Stored items
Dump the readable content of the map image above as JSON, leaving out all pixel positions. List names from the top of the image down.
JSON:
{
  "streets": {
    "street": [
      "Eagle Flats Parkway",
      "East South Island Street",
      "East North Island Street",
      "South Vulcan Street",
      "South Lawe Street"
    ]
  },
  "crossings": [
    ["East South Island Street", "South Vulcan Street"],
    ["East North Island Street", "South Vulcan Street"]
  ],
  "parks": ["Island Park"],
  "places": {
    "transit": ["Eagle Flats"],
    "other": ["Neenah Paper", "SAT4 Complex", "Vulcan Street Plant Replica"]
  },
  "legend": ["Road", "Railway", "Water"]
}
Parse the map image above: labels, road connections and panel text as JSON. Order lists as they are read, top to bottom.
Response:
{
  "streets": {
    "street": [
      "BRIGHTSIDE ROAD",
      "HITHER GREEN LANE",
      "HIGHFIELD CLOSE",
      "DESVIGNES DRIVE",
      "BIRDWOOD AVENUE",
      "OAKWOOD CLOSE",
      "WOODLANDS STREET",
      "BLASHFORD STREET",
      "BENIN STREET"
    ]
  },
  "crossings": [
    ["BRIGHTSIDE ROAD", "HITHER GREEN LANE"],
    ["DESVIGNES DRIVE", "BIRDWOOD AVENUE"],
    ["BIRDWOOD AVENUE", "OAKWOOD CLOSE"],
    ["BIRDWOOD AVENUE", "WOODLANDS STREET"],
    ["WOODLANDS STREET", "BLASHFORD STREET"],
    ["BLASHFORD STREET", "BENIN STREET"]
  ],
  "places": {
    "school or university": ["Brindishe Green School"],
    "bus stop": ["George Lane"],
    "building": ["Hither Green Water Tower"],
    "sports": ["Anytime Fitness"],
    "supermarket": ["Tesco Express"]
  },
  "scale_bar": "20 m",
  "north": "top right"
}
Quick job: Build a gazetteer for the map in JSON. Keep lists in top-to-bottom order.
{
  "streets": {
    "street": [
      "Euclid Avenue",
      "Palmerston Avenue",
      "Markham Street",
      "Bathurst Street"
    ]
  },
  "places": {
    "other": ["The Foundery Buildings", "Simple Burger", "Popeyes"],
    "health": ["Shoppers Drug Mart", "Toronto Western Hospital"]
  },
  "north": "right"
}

# TASK PROMPT
Look over the entries for "above", then copy every line that includes that string.

# RESPONSE TO THE TASK
Dump the readable content of the map image above as JSON, leaving out all pixel positions. List names from the top of the image down.
Parse the map image above: labels, road connections and panel text as JSON. Order lists as they are read, top to bottom.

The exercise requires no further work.